### ABOUT THIS EXERCISE
Which lines of the entries hold the string "hidden"? Copy each one.

### STUDY MATERIAL
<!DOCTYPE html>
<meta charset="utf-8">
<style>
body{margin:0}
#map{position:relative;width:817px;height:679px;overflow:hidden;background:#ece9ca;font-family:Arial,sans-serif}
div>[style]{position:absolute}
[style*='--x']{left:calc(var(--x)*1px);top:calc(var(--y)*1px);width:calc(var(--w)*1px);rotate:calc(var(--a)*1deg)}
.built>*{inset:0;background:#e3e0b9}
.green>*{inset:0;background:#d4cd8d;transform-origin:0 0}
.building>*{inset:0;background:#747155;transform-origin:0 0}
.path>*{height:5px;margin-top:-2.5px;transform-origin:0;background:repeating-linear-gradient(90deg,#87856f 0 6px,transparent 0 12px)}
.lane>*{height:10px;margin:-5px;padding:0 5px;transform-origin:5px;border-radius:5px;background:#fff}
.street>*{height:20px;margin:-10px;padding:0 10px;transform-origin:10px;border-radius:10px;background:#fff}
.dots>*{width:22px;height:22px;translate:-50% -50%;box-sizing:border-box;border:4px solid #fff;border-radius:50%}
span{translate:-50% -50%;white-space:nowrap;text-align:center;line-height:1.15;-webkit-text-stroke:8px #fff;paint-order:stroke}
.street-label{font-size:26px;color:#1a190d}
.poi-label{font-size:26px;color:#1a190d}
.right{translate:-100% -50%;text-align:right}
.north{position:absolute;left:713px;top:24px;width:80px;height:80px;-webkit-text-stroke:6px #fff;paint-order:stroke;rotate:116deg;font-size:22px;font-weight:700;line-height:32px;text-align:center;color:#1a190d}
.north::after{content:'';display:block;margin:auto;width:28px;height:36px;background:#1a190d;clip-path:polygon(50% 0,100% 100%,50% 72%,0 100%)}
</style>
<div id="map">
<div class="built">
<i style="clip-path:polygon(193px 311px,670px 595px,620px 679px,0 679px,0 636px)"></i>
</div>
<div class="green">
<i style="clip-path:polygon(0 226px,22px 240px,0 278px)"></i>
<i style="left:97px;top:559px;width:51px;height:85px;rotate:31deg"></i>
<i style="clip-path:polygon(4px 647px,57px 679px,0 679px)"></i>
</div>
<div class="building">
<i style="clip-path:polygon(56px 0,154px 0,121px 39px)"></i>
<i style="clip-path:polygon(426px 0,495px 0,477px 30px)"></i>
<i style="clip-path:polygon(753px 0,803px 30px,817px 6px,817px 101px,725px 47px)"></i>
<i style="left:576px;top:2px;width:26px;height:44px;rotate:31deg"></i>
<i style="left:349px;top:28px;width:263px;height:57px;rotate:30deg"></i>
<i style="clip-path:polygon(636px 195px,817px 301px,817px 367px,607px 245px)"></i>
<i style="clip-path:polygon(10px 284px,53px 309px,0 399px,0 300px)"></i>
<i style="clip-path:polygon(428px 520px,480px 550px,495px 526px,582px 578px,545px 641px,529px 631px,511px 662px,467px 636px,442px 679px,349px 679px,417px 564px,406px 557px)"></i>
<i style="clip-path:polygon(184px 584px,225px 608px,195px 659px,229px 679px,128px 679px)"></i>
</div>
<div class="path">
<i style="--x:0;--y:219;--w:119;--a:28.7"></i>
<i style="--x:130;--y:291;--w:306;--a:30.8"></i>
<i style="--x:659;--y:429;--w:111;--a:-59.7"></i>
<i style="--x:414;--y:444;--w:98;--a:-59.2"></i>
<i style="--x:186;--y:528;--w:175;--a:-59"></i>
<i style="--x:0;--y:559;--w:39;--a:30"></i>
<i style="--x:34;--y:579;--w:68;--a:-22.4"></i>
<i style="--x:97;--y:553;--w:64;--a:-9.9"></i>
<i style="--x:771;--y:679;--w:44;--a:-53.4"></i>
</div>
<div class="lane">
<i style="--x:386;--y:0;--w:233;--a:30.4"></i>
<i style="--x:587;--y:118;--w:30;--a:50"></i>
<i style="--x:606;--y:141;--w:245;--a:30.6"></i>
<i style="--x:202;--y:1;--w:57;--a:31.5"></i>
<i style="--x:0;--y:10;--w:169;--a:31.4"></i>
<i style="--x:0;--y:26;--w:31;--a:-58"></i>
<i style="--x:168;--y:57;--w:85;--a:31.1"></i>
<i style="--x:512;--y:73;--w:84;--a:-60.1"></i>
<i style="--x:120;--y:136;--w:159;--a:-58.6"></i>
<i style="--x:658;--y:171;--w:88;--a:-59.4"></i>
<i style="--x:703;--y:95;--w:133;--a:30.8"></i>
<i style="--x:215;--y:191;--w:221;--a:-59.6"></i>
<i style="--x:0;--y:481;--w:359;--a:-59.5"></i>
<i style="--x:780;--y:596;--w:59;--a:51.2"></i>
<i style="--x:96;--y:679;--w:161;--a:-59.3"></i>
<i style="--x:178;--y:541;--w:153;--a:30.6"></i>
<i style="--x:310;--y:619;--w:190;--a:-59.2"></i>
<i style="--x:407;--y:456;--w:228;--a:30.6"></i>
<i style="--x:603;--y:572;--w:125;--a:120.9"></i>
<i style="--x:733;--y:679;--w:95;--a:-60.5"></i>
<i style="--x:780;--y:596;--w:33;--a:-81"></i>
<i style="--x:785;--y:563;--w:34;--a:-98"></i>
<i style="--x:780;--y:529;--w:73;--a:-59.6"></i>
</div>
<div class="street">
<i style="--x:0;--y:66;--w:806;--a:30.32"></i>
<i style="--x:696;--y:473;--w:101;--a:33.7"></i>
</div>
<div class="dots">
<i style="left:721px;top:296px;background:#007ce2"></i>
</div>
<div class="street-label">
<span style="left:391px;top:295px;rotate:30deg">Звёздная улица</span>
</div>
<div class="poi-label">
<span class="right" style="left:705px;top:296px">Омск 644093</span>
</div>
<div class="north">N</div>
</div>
==
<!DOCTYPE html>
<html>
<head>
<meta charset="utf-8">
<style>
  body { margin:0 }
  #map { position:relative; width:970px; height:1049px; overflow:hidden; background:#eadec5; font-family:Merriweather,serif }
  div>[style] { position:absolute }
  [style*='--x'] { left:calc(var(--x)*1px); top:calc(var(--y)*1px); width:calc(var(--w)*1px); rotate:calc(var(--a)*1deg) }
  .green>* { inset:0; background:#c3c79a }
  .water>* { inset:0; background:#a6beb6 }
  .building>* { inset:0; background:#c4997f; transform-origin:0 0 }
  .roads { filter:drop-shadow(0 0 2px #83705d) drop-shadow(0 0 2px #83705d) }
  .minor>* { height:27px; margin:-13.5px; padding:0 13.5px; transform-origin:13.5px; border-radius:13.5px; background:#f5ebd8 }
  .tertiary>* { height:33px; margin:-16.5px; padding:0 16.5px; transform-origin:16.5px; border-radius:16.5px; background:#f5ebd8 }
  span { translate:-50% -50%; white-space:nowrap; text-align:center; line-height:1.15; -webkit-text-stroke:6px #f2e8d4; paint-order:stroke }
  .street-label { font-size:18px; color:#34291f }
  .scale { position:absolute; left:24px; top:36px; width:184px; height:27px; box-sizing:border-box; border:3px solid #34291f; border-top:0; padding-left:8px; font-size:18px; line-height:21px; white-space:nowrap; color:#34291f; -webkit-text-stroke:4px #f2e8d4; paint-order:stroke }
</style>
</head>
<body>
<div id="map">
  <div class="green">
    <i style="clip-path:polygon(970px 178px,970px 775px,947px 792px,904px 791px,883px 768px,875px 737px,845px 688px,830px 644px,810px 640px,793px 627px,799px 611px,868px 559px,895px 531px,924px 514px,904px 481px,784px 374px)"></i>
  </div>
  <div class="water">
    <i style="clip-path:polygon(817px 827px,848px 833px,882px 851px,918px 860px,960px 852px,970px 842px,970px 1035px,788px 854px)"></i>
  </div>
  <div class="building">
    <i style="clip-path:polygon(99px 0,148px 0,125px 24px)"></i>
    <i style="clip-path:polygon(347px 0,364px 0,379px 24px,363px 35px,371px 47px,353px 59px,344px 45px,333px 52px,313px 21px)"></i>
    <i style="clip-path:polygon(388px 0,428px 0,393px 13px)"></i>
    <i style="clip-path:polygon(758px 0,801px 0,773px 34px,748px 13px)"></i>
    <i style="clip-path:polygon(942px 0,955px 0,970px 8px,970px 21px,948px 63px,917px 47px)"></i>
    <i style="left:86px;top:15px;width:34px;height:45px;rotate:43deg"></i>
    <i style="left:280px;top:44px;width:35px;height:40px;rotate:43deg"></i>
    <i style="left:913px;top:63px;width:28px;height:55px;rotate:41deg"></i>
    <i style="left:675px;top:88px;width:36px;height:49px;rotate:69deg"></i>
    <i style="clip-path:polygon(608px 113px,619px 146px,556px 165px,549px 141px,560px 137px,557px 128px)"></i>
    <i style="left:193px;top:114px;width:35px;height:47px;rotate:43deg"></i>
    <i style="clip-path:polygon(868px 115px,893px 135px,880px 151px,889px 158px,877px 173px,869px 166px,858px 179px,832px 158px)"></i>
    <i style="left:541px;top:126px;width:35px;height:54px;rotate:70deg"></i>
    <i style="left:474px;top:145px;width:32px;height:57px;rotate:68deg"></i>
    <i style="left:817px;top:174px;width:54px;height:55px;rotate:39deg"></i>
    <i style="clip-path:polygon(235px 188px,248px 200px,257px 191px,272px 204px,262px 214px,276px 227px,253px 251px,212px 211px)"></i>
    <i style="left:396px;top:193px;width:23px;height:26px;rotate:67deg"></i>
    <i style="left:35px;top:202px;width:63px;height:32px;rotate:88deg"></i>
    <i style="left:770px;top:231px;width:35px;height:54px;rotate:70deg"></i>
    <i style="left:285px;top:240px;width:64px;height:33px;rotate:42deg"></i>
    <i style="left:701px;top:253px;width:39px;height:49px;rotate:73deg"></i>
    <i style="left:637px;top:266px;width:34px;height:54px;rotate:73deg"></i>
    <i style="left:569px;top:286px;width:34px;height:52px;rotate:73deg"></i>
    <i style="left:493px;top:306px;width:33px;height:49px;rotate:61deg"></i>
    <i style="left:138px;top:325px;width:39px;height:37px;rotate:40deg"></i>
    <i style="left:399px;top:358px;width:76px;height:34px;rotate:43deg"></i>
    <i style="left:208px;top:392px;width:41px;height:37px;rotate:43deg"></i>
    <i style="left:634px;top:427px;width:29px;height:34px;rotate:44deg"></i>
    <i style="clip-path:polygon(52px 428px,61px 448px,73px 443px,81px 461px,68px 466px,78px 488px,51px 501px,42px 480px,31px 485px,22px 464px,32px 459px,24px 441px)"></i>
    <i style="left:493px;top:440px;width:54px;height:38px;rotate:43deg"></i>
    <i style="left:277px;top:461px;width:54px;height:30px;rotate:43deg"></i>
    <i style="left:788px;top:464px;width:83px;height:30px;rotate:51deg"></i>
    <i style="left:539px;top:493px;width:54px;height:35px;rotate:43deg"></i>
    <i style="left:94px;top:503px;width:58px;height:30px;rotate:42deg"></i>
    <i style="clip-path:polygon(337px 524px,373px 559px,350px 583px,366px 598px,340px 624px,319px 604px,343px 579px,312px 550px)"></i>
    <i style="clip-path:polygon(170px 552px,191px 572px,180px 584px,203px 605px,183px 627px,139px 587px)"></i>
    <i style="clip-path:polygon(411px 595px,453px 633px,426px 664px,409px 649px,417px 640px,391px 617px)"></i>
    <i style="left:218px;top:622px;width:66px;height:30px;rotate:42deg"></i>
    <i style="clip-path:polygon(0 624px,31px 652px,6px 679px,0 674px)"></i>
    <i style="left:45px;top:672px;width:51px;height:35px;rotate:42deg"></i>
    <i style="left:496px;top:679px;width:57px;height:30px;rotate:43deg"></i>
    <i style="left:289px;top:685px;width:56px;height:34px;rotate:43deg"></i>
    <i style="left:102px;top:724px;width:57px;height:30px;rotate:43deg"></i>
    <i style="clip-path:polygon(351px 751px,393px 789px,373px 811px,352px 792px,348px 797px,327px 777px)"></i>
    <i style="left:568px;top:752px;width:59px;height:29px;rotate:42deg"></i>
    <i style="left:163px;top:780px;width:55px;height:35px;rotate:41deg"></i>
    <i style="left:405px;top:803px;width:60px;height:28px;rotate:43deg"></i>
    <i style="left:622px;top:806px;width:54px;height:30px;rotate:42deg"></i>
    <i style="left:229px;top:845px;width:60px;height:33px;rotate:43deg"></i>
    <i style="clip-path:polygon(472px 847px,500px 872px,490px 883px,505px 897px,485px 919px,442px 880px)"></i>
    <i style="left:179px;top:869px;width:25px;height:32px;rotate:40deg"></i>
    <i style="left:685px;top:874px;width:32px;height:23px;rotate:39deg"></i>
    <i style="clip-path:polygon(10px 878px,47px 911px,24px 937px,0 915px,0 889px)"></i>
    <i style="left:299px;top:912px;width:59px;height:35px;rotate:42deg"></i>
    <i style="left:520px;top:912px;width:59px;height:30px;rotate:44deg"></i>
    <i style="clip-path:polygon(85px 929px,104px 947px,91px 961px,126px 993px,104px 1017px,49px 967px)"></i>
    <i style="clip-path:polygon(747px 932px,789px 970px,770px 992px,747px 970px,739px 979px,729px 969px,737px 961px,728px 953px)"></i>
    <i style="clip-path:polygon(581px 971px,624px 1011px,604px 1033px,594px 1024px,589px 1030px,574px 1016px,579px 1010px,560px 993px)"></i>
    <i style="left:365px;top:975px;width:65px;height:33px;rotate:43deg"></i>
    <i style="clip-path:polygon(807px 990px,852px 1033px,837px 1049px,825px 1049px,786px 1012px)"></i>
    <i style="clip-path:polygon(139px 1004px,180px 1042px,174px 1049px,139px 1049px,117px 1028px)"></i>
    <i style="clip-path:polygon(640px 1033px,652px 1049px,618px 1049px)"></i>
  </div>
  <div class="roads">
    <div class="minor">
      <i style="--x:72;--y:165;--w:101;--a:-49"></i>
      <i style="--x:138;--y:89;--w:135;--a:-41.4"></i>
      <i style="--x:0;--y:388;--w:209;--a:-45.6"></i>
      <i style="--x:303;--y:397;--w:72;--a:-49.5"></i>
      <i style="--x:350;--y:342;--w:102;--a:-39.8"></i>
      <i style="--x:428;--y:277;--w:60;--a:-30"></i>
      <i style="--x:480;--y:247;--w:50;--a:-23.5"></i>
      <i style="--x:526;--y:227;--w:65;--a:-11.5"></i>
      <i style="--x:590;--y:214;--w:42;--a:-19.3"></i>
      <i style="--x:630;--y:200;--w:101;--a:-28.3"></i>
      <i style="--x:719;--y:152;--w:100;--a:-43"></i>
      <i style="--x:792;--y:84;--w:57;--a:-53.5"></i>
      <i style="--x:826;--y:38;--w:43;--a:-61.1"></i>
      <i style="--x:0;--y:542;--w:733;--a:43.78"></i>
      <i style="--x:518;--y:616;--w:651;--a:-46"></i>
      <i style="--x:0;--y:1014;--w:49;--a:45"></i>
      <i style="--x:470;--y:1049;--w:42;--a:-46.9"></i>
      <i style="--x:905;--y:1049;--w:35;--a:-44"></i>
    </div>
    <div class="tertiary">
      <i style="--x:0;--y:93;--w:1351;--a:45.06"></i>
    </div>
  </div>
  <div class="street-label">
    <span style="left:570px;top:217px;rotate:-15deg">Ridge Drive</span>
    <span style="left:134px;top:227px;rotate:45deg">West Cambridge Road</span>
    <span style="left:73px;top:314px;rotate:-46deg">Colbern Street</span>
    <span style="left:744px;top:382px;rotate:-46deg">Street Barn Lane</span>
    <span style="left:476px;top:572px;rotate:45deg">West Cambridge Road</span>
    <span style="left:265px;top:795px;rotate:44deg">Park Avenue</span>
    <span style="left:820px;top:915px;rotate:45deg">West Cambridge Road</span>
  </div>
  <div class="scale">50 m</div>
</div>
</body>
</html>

### REPLY TO THE EXERCISE
#map{position:relative;width:817px;height:679px;overflow:hidden;background:#ece9ca;font-family:Arial,sans-serif}
  #map { position:relative; width:970px; height:1049px; overflow:hidden; background:#eadec5; font-family:Merriweather,serif }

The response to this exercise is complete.